墓参りと挨拶と

 馴染みの宿で当たり前のように三人同じベッドで眠った翌朝。

 ルーキスたちは荷物を宿に預けたまま、フィリスの案内で街の南にある教会、その側にある墓地へと足を運んだ。


「ここよ」


「死者の泉以来の対面だな」


「姿は見えないし、魂もここにはいないけどね」


 フィリスに案内された、地面に嵌め込まれるように置かれた四角い墓標の前で、ルーキスは跪き、胸の前で両手を握る。


 死者を悼む所作だが、コレはルーキスが生きた前世、二百年前から変わっていないようで、フィリスも同じように膝をついて手を握る。

 そんな二人の所作を見て、イロハも卵が入ったバックパックを地面に置くと、見よう見まねで墓前に祈った。


「お爺ちゃん、約束通りお爺ちゃんとお爺ちゃんの仲間たちの仇は討ったよ。三人でね」


「安心して、ゆっくり眠ってください」


 墓前で目を閉じ、死者と対面出来る泉で見たフィリスの祖父母の顔を思い出しながら、フィリスが呟いたあと、ルーキスも静かに呟く。

 丁度その時、心地の良い涼風が墓前で祈る三人の髪や頬を優しく撫でていった。


 祈るのを止め、立ち上がり、お互いの顔を見合って微笑み合うルーキスとフィリス。

 このあと墓の周辺の雑草を引き、墓石を磨き、三人はもう一度膝をついて祈ると、墓を後にして歩き始めた。


「さあ、決戦だ」


「大袈裟ねえ」


 墓地をあとにして街を巡回している馬車に乗り、街の中心部に戻ってきたルーキスたち。

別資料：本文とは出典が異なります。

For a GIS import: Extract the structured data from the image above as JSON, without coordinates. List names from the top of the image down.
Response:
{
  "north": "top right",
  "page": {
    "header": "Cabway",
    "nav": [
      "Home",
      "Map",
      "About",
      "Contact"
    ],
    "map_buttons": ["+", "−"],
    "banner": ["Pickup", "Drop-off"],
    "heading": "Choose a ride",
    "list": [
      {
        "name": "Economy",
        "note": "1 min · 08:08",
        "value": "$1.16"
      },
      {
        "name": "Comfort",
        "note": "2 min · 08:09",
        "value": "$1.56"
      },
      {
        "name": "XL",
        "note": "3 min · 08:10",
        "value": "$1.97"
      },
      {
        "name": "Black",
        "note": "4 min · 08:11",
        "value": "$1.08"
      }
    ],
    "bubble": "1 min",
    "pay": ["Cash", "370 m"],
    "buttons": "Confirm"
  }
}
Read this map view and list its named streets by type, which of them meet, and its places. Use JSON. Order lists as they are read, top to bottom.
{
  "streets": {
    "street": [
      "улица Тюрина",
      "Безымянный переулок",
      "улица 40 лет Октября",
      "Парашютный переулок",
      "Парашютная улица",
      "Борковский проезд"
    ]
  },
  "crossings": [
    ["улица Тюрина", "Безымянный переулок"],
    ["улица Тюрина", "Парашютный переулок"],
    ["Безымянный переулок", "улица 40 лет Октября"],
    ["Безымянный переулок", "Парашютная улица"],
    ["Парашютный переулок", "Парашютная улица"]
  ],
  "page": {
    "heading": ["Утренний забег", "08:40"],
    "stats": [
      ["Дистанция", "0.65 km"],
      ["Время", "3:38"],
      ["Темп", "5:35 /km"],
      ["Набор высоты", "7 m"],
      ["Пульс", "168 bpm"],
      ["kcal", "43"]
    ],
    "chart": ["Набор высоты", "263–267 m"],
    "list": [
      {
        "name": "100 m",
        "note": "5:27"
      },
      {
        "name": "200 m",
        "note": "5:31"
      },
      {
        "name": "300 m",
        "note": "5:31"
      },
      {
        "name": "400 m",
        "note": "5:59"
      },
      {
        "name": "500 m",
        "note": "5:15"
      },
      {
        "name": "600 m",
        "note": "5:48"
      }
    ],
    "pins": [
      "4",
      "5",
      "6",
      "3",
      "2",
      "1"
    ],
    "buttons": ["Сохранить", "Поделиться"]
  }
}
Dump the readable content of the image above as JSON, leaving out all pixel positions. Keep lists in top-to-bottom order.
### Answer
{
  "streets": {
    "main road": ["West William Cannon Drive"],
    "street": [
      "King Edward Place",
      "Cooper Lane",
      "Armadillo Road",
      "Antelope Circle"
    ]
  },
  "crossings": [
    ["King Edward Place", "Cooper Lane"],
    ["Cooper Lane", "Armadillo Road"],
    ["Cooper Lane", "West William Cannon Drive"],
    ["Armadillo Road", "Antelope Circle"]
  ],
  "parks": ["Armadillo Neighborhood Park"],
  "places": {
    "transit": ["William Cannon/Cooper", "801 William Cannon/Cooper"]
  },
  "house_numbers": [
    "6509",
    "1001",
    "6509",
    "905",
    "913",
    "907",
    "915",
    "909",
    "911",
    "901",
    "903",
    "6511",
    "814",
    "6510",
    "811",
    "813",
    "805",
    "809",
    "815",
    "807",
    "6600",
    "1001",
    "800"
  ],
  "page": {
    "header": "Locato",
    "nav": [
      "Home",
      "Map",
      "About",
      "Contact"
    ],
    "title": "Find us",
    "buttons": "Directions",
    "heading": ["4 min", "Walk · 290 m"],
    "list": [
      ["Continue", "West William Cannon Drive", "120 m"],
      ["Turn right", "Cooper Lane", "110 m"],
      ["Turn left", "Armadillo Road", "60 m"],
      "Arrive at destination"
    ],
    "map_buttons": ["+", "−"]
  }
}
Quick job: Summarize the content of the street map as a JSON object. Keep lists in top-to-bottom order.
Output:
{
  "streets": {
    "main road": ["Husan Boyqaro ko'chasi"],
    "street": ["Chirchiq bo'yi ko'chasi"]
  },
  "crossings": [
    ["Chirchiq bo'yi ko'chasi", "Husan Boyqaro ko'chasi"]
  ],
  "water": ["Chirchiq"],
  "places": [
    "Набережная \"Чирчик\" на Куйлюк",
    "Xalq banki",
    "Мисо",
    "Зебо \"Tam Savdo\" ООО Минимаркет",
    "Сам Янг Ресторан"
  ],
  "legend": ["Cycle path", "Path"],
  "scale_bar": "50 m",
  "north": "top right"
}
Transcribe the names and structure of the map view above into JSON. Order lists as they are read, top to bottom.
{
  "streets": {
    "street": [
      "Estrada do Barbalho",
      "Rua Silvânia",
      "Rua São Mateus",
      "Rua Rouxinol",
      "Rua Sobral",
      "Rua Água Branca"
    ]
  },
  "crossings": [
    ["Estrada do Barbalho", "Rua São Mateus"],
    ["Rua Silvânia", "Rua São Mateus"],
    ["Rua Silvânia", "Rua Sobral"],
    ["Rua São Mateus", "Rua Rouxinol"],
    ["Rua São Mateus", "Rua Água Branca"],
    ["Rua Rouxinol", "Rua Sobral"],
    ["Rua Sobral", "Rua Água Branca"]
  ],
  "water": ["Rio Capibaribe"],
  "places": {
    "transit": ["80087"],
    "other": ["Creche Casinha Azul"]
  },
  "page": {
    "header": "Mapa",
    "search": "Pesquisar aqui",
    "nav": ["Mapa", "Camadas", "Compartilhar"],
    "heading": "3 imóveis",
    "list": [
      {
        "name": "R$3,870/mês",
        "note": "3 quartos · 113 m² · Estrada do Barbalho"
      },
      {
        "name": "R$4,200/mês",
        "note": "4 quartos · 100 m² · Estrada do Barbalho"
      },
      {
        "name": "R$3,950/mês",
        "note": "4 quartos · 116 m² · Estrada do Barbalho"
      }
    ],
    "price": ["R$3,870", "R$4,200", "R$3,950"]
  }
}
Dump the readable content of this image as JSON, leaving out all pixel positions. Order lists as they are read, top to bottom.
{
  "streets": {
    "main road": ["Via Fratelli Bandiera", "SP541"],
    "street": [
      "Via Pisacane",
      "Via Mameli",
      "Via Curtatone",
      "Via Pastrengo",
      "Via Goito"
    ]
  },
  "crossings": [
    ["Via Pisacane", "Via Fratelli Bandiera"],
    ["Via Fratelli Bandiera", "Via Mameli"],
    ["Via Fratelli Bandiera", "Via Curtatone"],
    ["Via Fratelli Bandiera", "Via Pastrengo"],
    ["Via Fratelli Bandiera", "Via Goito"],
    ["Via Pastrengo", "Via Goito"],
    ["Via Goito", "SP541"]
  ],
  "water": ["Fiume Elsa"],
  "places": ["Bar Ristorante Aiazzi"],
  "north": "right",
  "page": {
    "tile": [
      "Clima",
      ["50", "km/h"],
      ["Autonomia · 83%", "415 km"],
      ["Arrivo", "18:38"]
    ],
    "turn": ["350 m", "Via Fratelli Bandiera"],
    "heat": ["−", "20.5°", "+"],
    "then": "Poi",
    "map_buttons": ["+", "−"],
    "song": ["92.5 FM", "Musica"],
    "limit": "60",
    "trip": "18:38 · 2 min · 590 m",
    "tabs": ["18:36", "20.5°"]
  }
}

 ここからもフィリスの案内で、ルーキスたちは街の中心から北に向かって歩き始めた。


 大通りを北進し、東に曲がったあと、何度か道を曲がった辺りでフィリスが足を止める。


「あの煉瓦の壁の家が私の家よ」


「ふぅー。そうかあ、緊張するなあ」


「わ、私もちょっと緊張してきたかも」


「なんでだよ」


「いやあ。だって殆ど家出みたいな感じで出てきたし」


「お互い腹括るしかないな」


「二人とも、頑張ってください」


 イロハの応援に答えるかわりにルーキスとフィリスは苦笑いを浮かべると、顔を見合わせて歩き始めた。

 

 そして、ルーキスがフィリスの家の玄関をノックする。

 

 すると「はーい」と返事をしながら、中からフィリスとは違い茶髪のセミロングの女性が姿を現した。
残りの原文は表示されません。